14 In Ardeshirian v Robe River Iron Associates (1993) 43 FCR 475 French J said "it seems probable" that s 79 of the Judiciary Act will operate to apply the Limitation Act 1935 (WA) to some classes of actions instituted in the Federal Court in Western Australia but found that it was not necessary to definitively answer the question. That was because his Honour held that the claim, which was made under the Racial Discrimination Act 1975 (Cth), was for compensatory and remedial relief and was not a penalty claim so that the question whether s 79 of the Judiciary Act operates to apply the WA Limitation Act or the relevant section (s 38) did not arise.
15 In Qantas Airways Ltd v Gama (2008) 167 FCR 537 at [18] the Full Court expressly left open the question whether certain complaints made to the Human Rights and Equal Opportunity Commission were statute-barred by reason of the NSW Limitation Act.
16 The issue therefore seems to me to raise an important question of principle that does not appear to have been considered in this Court and the resolution of which it could not be said is free from doubt.
17 On the other hand, Toyota argues (and there is force in the argument) that the federal magistrate's judgment is of limited significance. The Workplace Relations Act was repealed in 2009. The Fair Work Act 2009 (Cth), which replaced it, imposes a six-year limitation period in which applications may be made for orders under Pt 4-1, Div 2 in relation to a contravention of a civil remedy provision.
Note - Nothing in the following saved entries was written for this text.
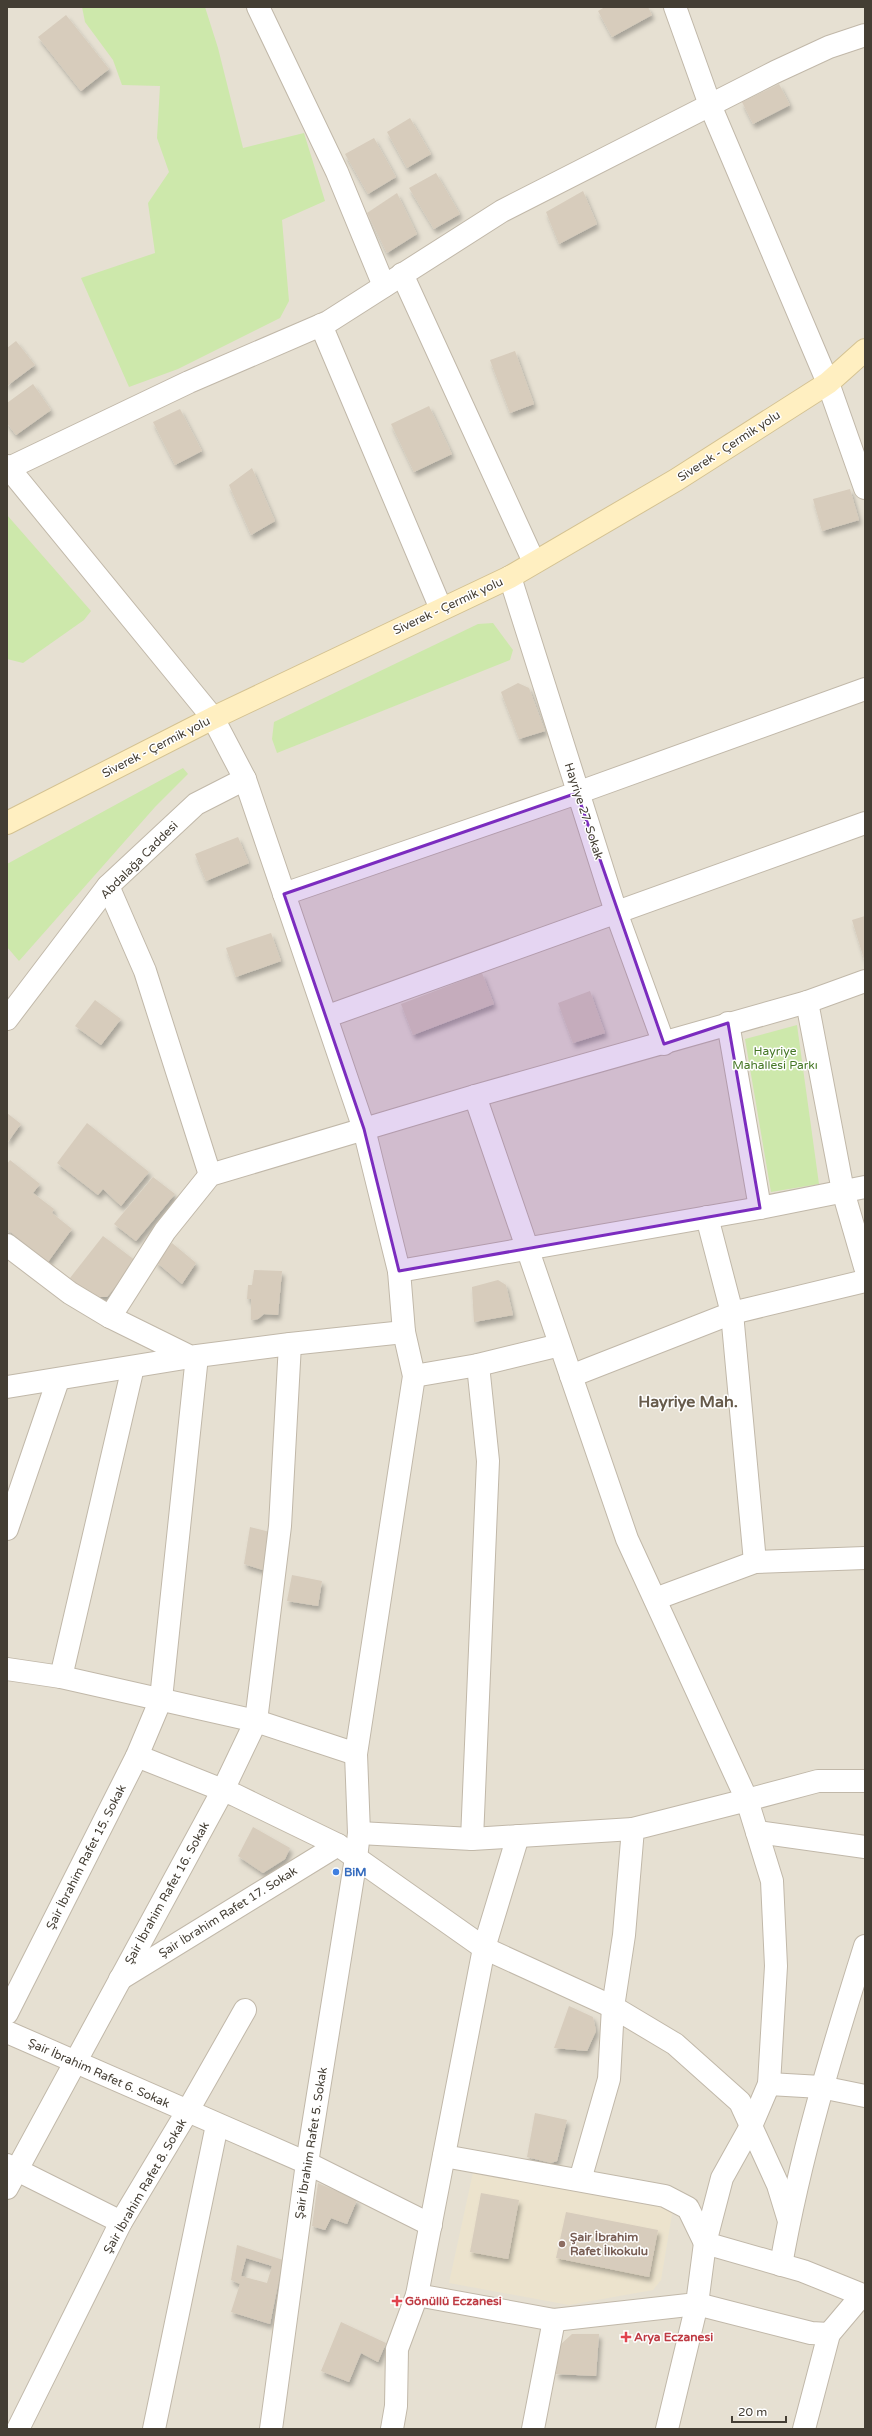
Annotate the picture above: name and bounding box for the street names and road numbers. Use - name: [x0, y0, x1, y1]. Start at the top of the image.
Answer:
- street label: Siverek - Çermik yolu: [675, 408, 783, 484]
- street label: Siverek - Çermik yolu: [391, 574, 505, 638]
- street label: Siverek - Çermik yolu: [100, 714, 212, 780]
- street label: Hayriye 27. Sokak: [562, 761, 606, 862]
- street label: Abdalağa Caddesi: [97, 818, 181, 902]
- street label: Şair İbrahim Rafet 15. Sokak: [43, 1782, 129, 1932]
- street label: Şair İbrahim Rafet 16. Sokak: [122, 1819, 212, 1967]
- street label: Şair İbrahim Rafet 17. Sokak: [156, 1863, 300, 1960]
- street label: Şair İbrahim Rafet 6. Sokak: [26, 2035, 172, 2111]
- street label: Şair İbrahim Rafet 5. Sokak: [292, 2066, 330, 2220]
- street label: Şair İbrahim Rafet 8. Sokak: [101, 2116, 190, 2256]

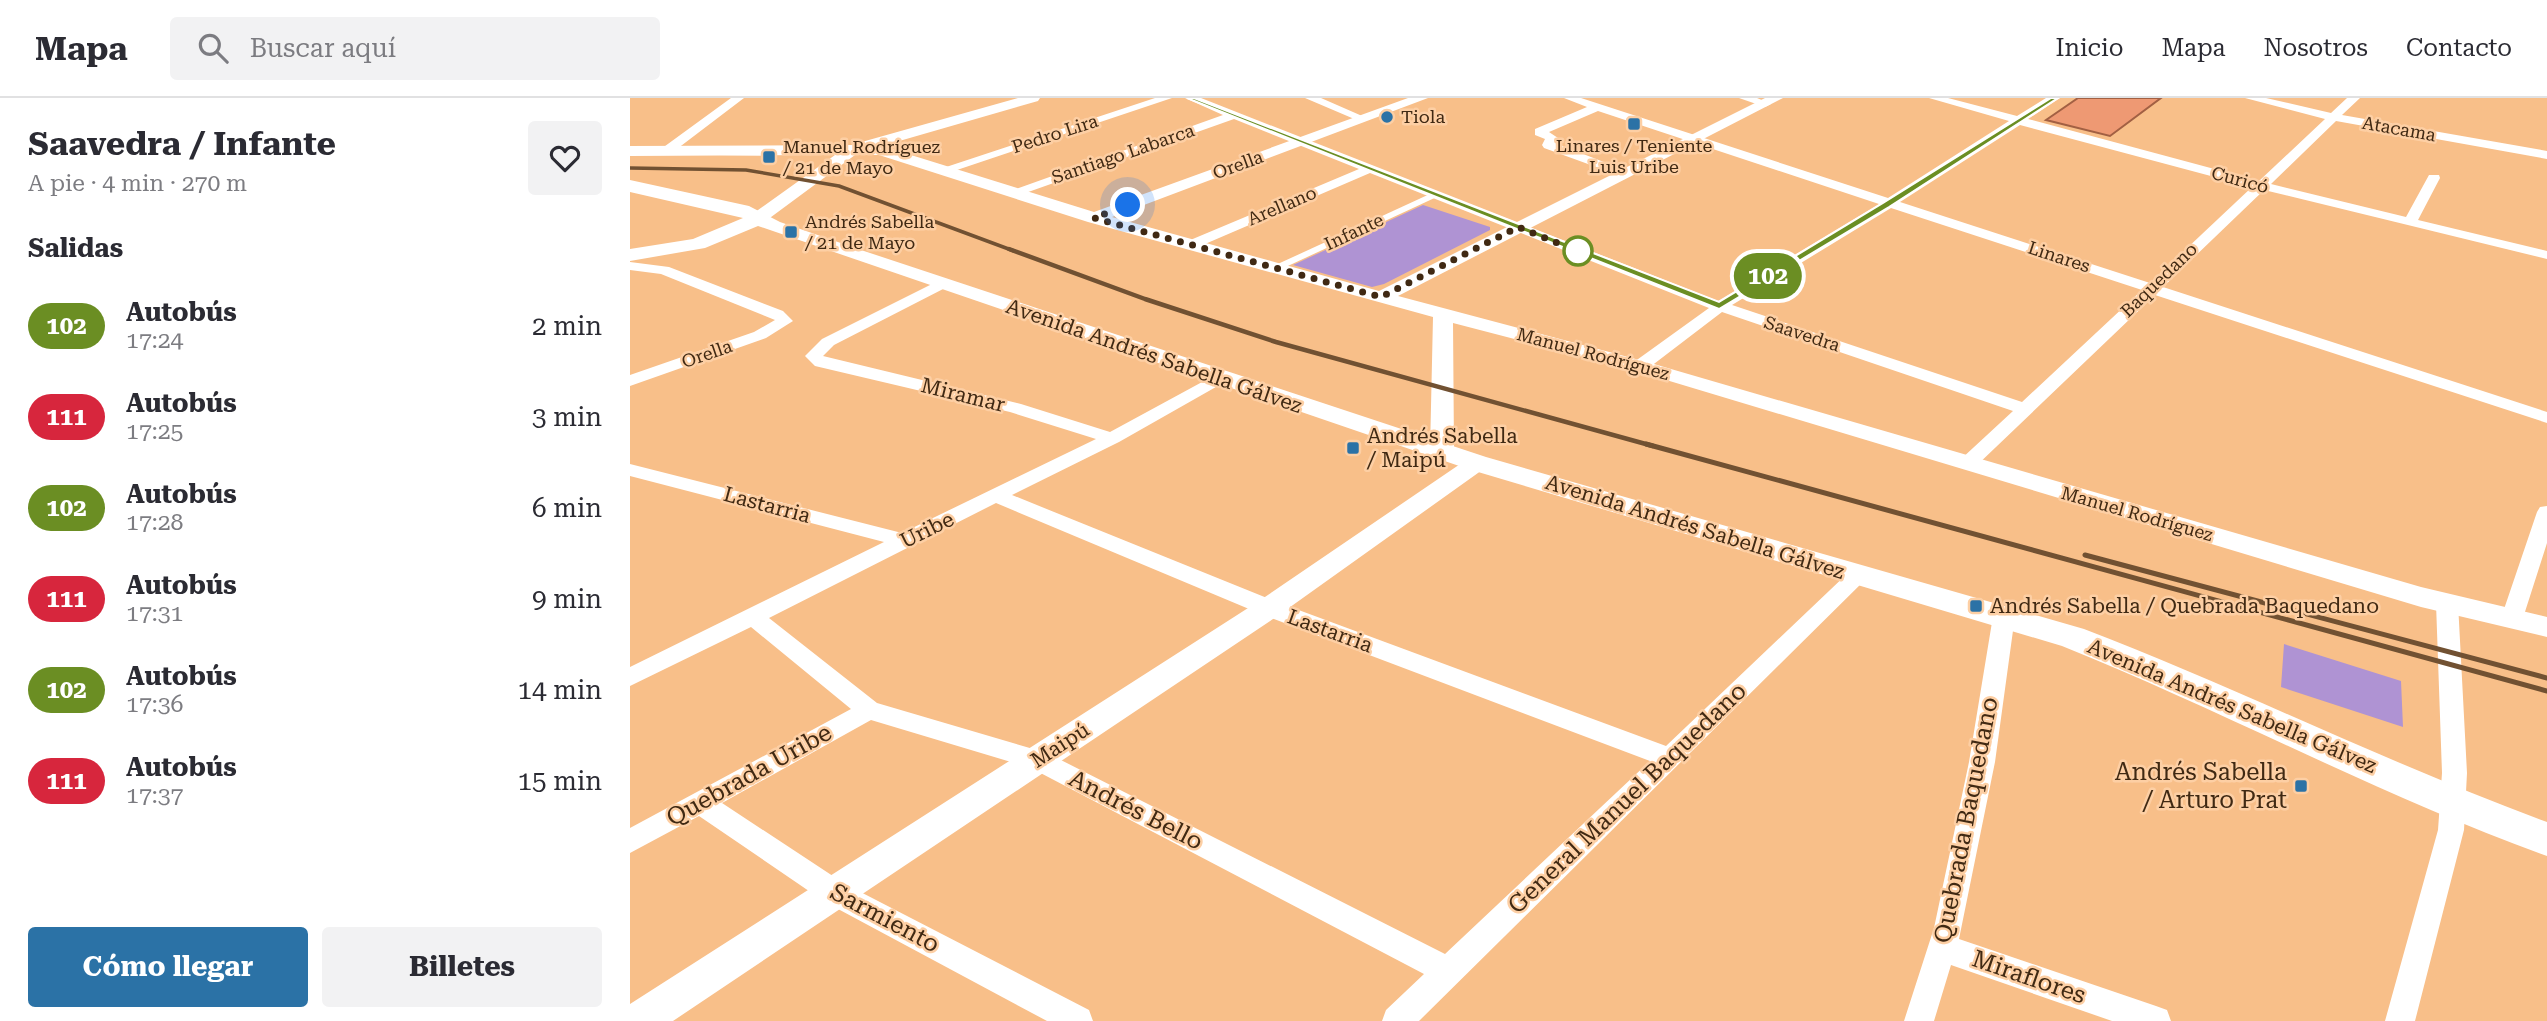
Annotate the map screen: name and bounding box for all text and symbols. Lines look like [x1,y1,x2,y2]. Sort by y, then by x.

Pecuniary penalties fall within that Division. Ms McDonald SC, who appeared for FWO, submitted that, despite the repeal of the Workplace Relations Act, there were other cases where FWO was seeking the imposition of penalties (or pecuniary penalties) so that the resolution of the question in this case would affect the outcome of other cases. No evidence was called to support the submission. I therefore have no idea of the number of cases likely to be affected. In any event, the number will be finite. Still, it is by no means clear to me that, despite the provision for time limits for the recovery of civil penalties in other Commonwealth legislation, the question could not have wider implications, which the parties did not explore.
18 I regard the considerations as finely balanced.
19 A decision of a single judge exercising the appellate jurisdiction of the Court is not amenable to appeal except by special leave to the High Court (see s 33(4) of the FCA Act) (and then not from a grant or refusal of leave to appeal: FCA Act, s 33(4B)(a)). In these circumstances, it seems to me that it is appropriate to refer the matter to a Full Court.
20 I would order, then, pursuant to s 25(2)(e) of the FCA Act, that the application for leave to appeal from the judgment of the Federal Magistrates Court given on 27 February 2012 be referred to a Full Court. I would also order that, subject to any contrary direction of the Full Court, the application for leave to appeal be heard concurrently with or, alternatively, immediately before any appeal. The question of costs should be reserved
I certify that the preceding twenty (20) numbered paragraphs are a true copy of the Reasons for Judgment herein of the Honourable Justice Katzmann.